Introduction: FGF-2 is important for stem cell proliferation, neocortical development and adult neuronal survival and growth. Reduced frontal cortical FGF-2 expression is described in major depression and is attenuated by antidepressants. We determined the distribution of hippocampal FGF-2 and its receptor (FGFR1) mRNA in post-mortem brains of people who suffered from major depression, bipolar disorder and schizophrenia and those of controls.
Methods: FGF-2 and FGFR1 mRNA were measured within hippocampal CA1, CA4 regions and the dentate gyrus (DG), using in situ hybridization.
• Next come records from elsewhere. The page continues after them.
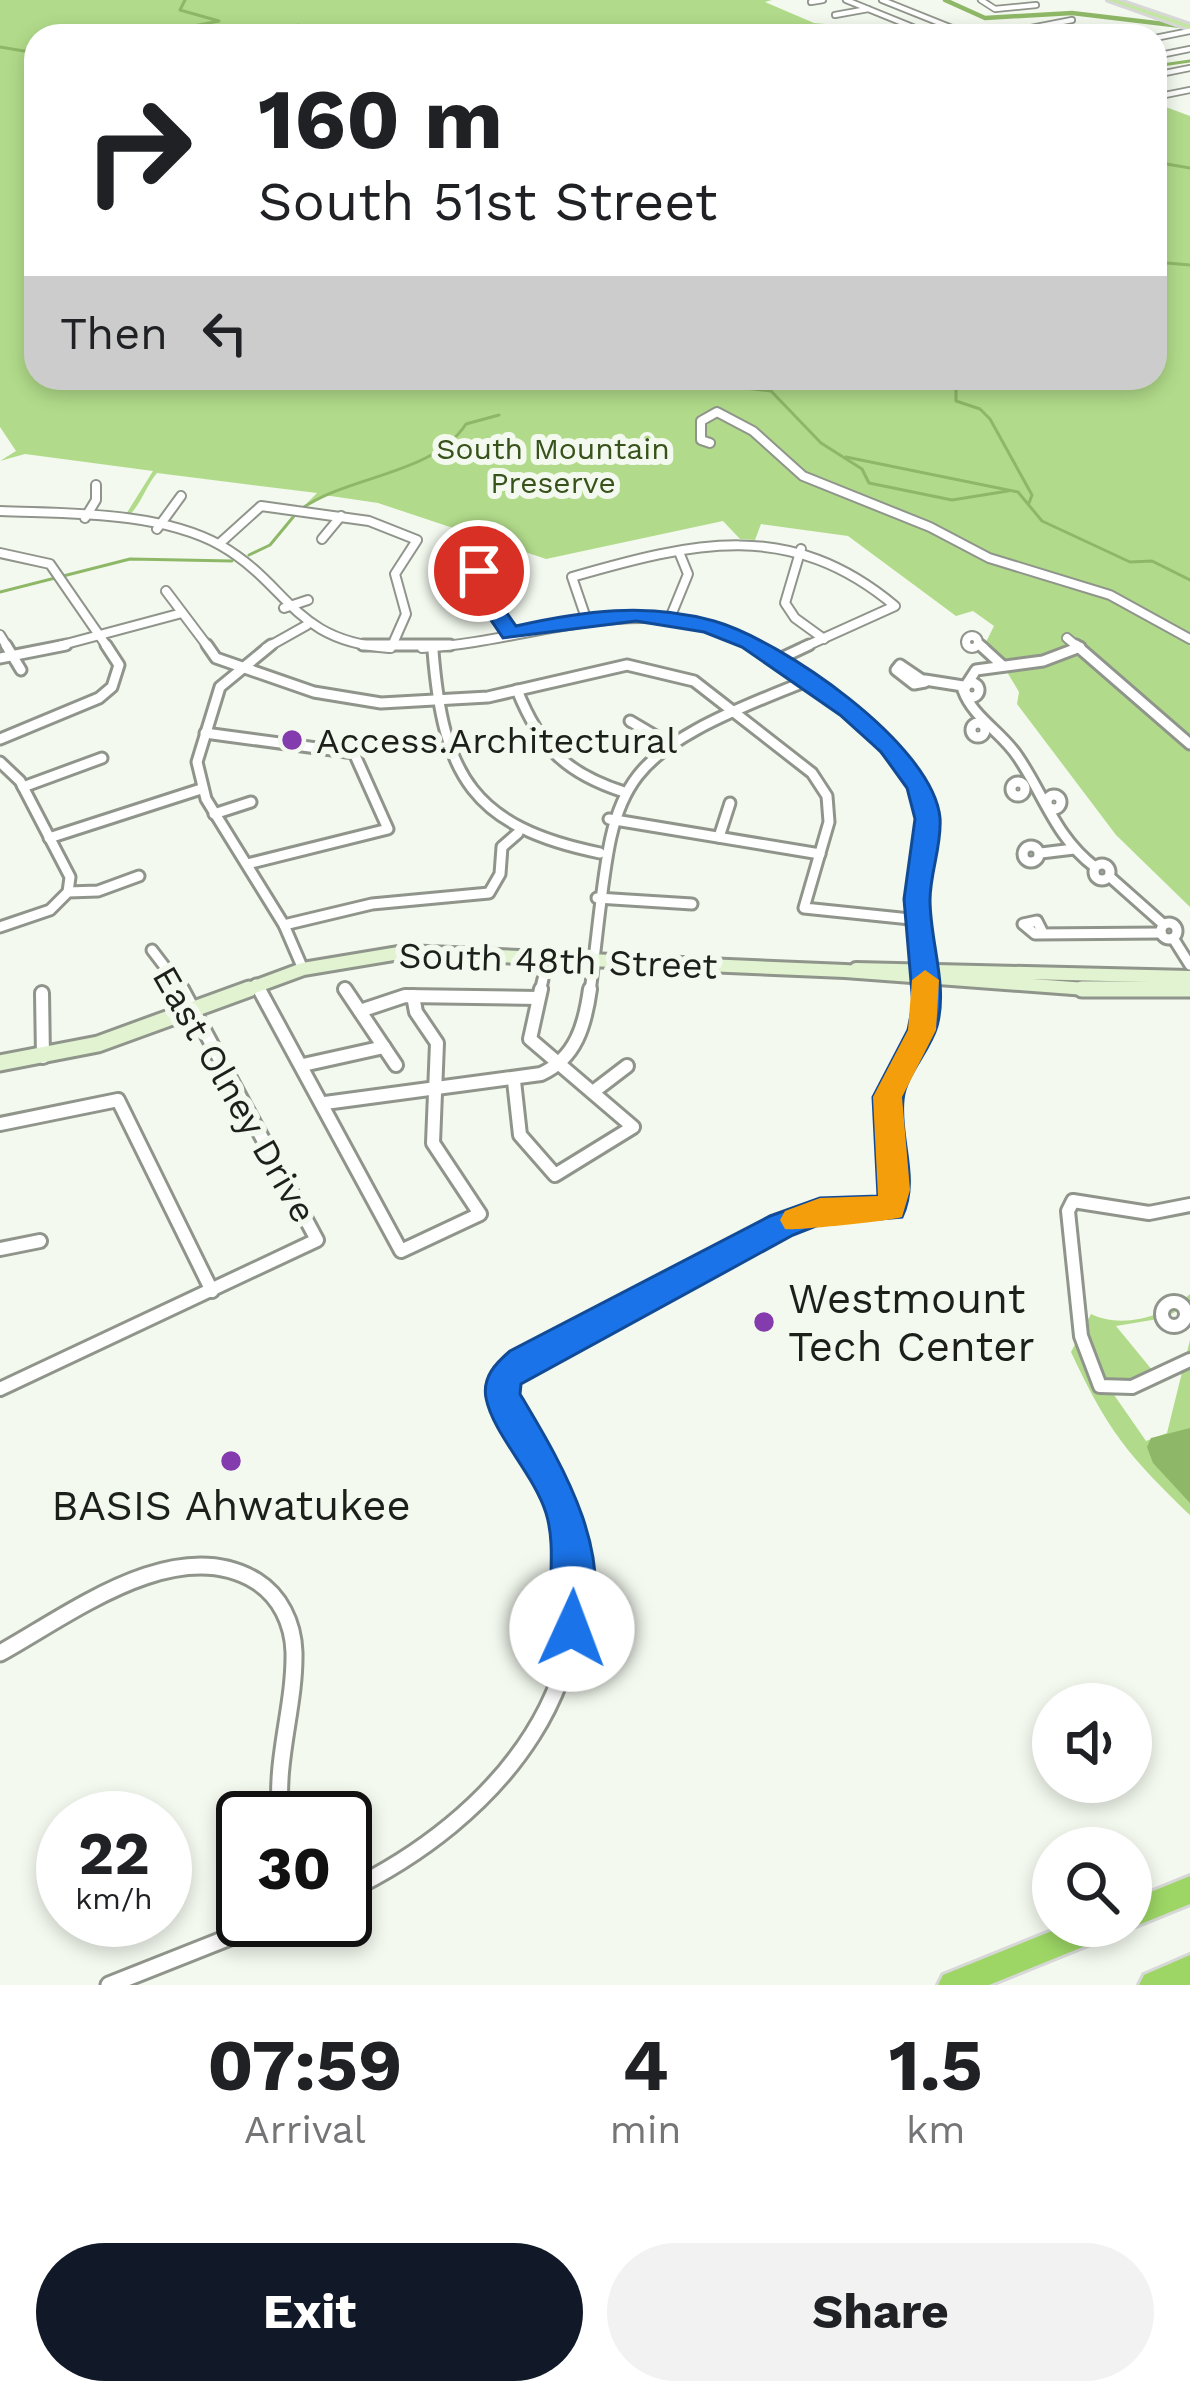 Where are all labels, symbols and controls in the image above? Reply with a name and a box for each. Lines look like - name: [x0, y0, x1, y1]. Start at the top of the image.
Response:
- text: 160 m: [258, 70, 503, 168]
- icon: right: [60, 72, 216, 228]
- text: South 51st Street: [258, 170, 717, 233]
- icon: left: [192, 300, 258, 366]
- text: Then: [60, 307, 168, 360]
- park label: South Mountain Preserve: [436, 431, 670, 500]
- pin: [428, 520, 530, 622]
- icon: arrive: [446, 538, 512, 604]
- place label: Access.Architectural: [316, 720, 677, 762]
- marker: Access.Architectural: [279, 727, 305, 753]
- street label: South 48th Street: [398, 934, 718, 988]
- street label: East Olney Drive: [144, 959, 325, 1230]
- place label: Westmount Tech Center: [788, 1274, 1035, 1371]
- marker: Westmount Tech Center: [751, 1309, 777, 1335]
- marker: BASIS Ahwatukee: [218, 1448, 244, 1474]
- place label: BASIS Ahwatukee: [51, 1481, 411, 1530]
- position arrow: [509, 1566, 635, 1692]
- map controls: [1032, 1683, 1152, 1947]
- button: sound: [1032, 1683, 1152, 1803]
- speed limit sign: 30: [216, 1791, 372, 1947]
- text: 22: [78, 1818, 150, 1889]
- button: search: [1032, 1827, 1152, 1947]
- text: km/h: [75, 1881, 153, 1916]
- text: 07:59: [207, 2023, 402, 2107]
- text: 4: [622, 2023, 669, 2107]
- text: 1.5: [889, 2023, 983, 2107]
- text: Arrival: [244, 2107, 366, 2152]
- text: min: [610, 2107, 681, 2152]
- text: km: [906, 2107, 965, 2152]
- button: Exit: [36, 2243, 583, 2381]
- button: Share: [607, 2243, 1154, 2381]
Within hippocampal regions, cellular staining was compared between diagnostic groups, using repeated measures analysis of variance.
Results: The density of FGF-2 mRNA+ cells in CA4 was reduced in depression compared to controls. The percentage of FGFR1 mRNA+ cells was higher in depression (CA1 and CA4) and schizophrenia (CA4) than in controls. FGFR1 mRNA expression was higher in depression than in the other groups in CA1, CA4 and DG. Overall FGF-2 mRNA expression was higher in DG than in CA1 and CA4.
Conclusions: We found raised measures of FGFR1 mRNA+ in major depression and, less so, in schizophrenia, along with reduced FGF-2 mRNA density in depression. Perturbations of FGF regulation could be relevant to the pathogenesis of both disorders as FGF-2 and FGFR1 are implicated in normal hippocampal synaptology, stem cell recruitment, and connectivity, and are modulated by corticosteroids.